“I feel very good about what we were able to talk about in there,” Senate Majority Leader Harry M. Reid (D-Nev.) told reporters outside the White House, standing shoulder-to-shoulder with Republicans John A. Boehner (Ohio), the House speaker, and Mitch McConnell (Ky.), the Senate minority leader, as well as House Democratic leader Nancy Pelosi (Calif.). “We all know something has to be done. There is no more ‘Let’s do it some other time.’ We’re going to do it now.”
The usually sharp-tongued McConnell even praised Obama for his upcoming trip to Southeast Asia, although it will take the president away from Washington as policymakers rush to reach an agreement to avert $500 billion in tax hikes and automatic spending cuts that threaten to throw the nation back into recession early next year.
“I can only echo the observations of the other leaders, that it was a constructive meeting,” McConnell said. “We all understand where we are.”
Major details — including the overall scope of a debt-reduction package — still have to be worked out. And the group made no progress Friday on their most fundamental point of disagreement: whether to extend the expiring George W. Bush-era tax cuts for the wealthiest 2 percent of U.S. households through 2013.
But the leaders expressed optimism about reaching an accord before the cliff hits in January and dispatched staffers to draft a debt-reduction framework to present to Obama after the Thanksgiving break. Pelosi called on her colleagues to set a Christmas deadline for passing legislation to “send a message of confidence to consumers, to the markets.”
U.S. stocks shot up while the leaders were speaking, going from negative to positive territory in a matter of minutes. The Dow Jones industrial average rose 113 points, gaining nearly 1 percent, in the half hour after the meeting ended. (The Dow closed up nearly 46 points, or 0.4 percent.)
The upbeat tone marked a dramatic shift from the sullen relations of recent years, when Obama and a GOP fortified by anti-
government activists clashed repeatedly over spending and taxes.
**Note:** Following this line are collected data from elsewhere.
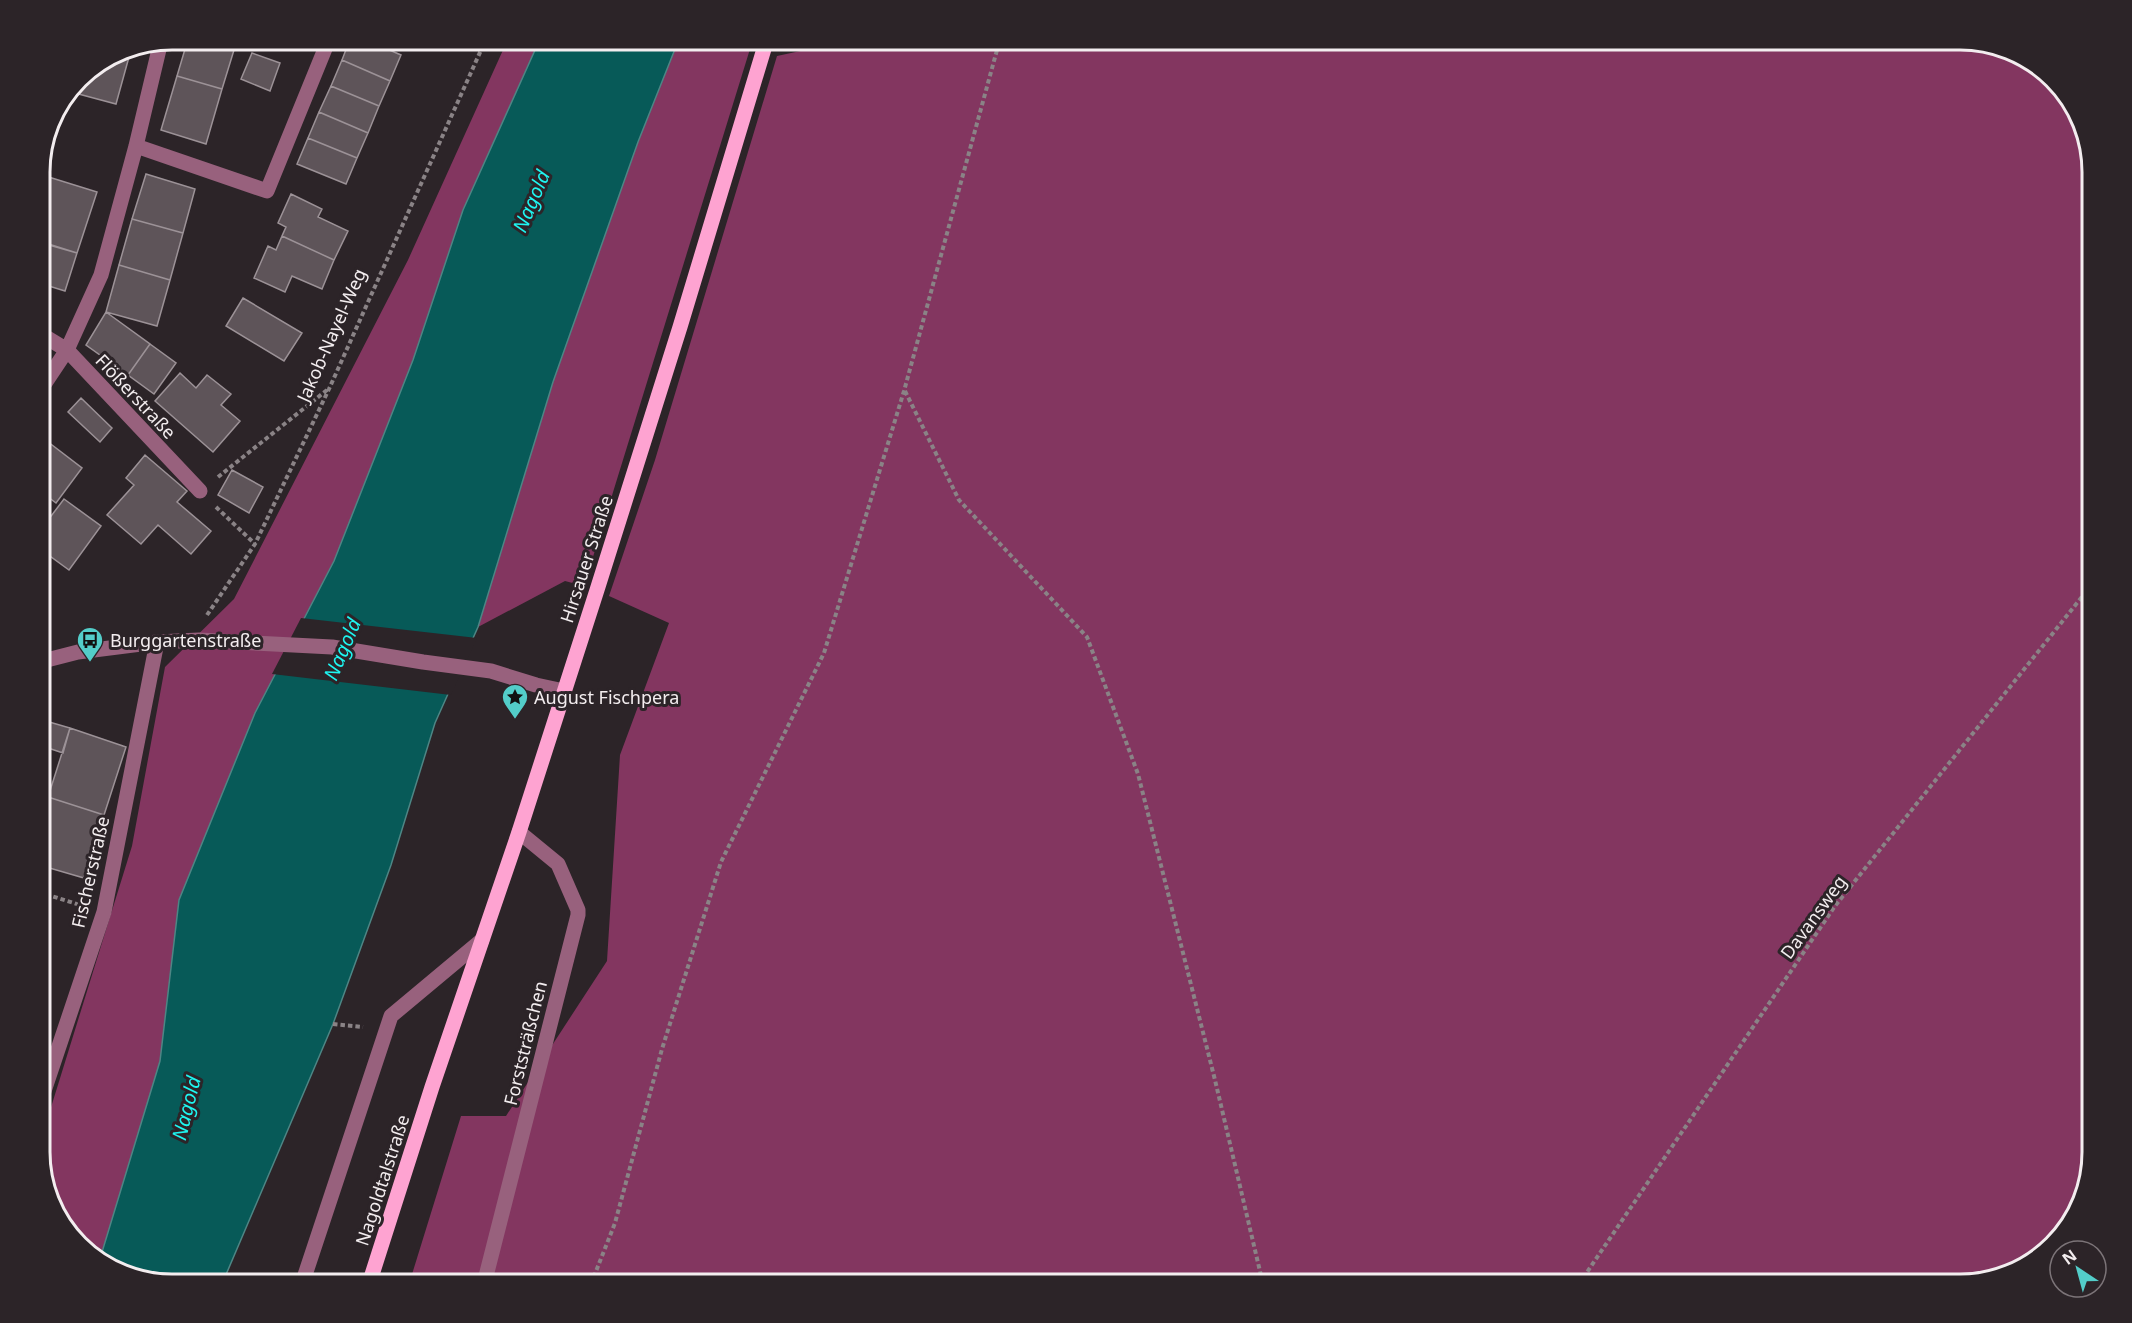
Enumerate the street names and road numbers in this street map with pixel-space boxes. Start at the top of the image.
street label: Jakob-Nayel-Weg [290,265,371,407]
street label: Flößerstraße [91,348,181,444]
street label: Hirsauer Straße [554,492,618,626]
street label: Fischerstraße [66,814,114,930]
street label: Davansweg [1775,870,1851,964]
street label: Forststräßchen [498,978,552,1108]
street label: Nagoldtalstraße [349,1111,415,1249]

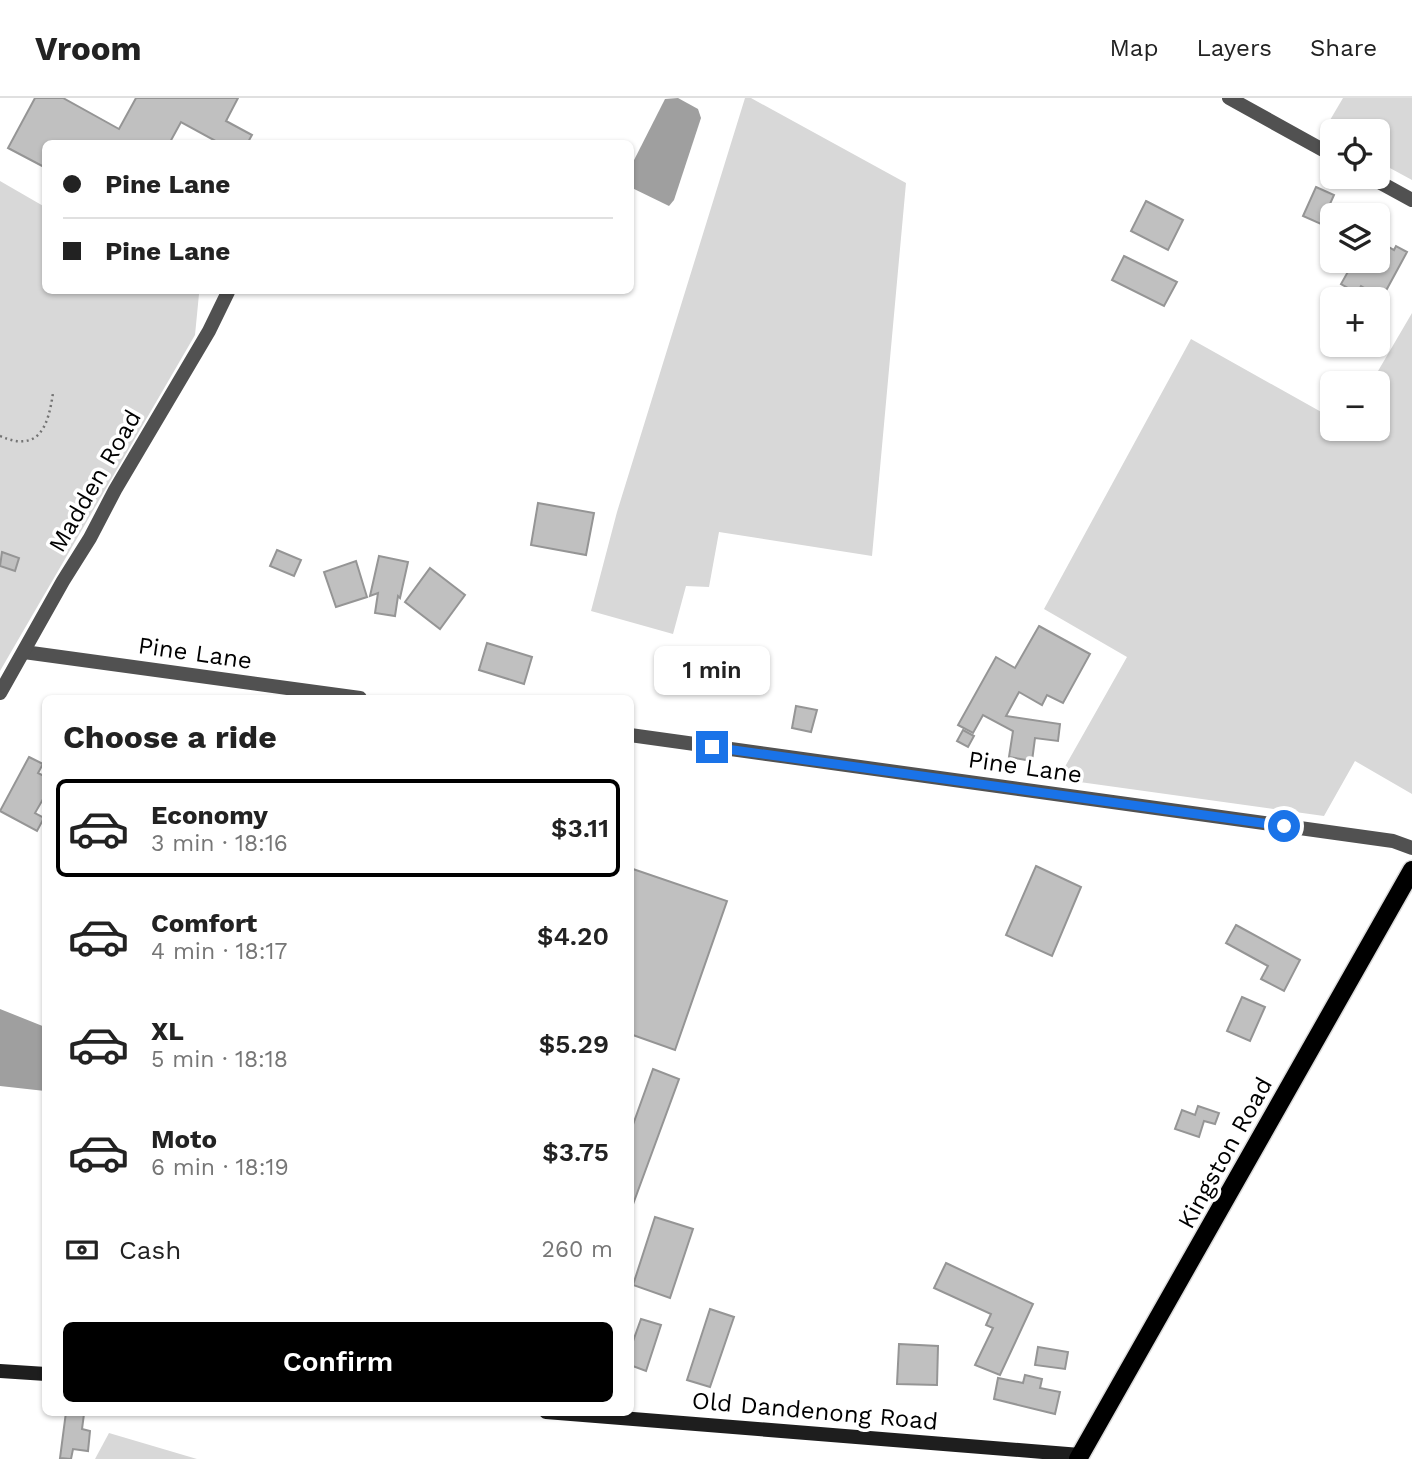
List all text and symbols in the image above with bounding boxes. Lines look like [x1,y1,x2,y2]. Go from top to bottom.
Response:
text: Vroom [35,29,142,68]
text: Map [1110,34,1158,62]
text: Layers [1196,34,1272,62]
text: Share [1310,34,1377,62]
map controls [1320,119,1390,441]
button: locate [1320,119,1390,189]
text: Pine Lane [105,169,230,199]
button: layers [1320,203,1390,273]
text: Pine Lane [105,236,230,266]
button: + [1320,287,1390,357]
button: − [1320,371,1390,441]
street label: Madden Road [43,405,147,557]
street label: Pine Lane [136,631,254,675]
callout: 1 min [654,646,770,694]
text: 1 min [682,657,742,684]
text: Choose a ride [63,718,277,756]
route end [696,731,728,763]
street label: Pine Lane [966,745,1084,789]
icon: car [67,797,130,860]
text: Economy [151,800,268,830]
route start [1268,810,1300,842]
text: $3.11 [551,813,609,843]
text: 3 min · 18:16 [151,830,288,857]
icon: car [67,905,130,968]
text: Comfort [151,908,257,938]
text: $4.20 [537,921,609,951]
text: 4 min · 18:17 [151,938,287,965]
icon: car [67,1013,130,1076]
text: XL [151,1016,184,1046]
text: $5.29 [539,1029,609,1059]
text: 5 min · 18:18 [151,1046,288,1073]
street label: Kingston Road [1172,1073,1278,1233]
icon: car [67,1121,130,1184]
text: Moto [151,1124,217,1154]
text: $3.75 [542,1137,609,1167]
text: 6 min · 18:19 [151,1154,289,1181]
icon: cash [63,1231,101,1269]
text: Cash [119,1235,181,1265]
text: 260 m [542,1236,613,1263]
button: Confirm [63,1322,613,1402]
street label: Old Dandenong Road [691,1386,939,1436]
For months, Washington lurched from crisis to crisis as Republicans threatened to shutter the government and prohibit additional borrowing unless Democrats agreed to massive cuts in spending.
In 2011, a potential “grand bargain” between Boehner and Obama collapsed in angry finger-pointing and dueling news conferences. This year, a presidential campaign fueled by hundreds of millions of dollars in negative ads painted Obama as a free-spending redistributionist and the Republican standard-bearer, Mitt Romney, as an out-of-touch corporate robber baron.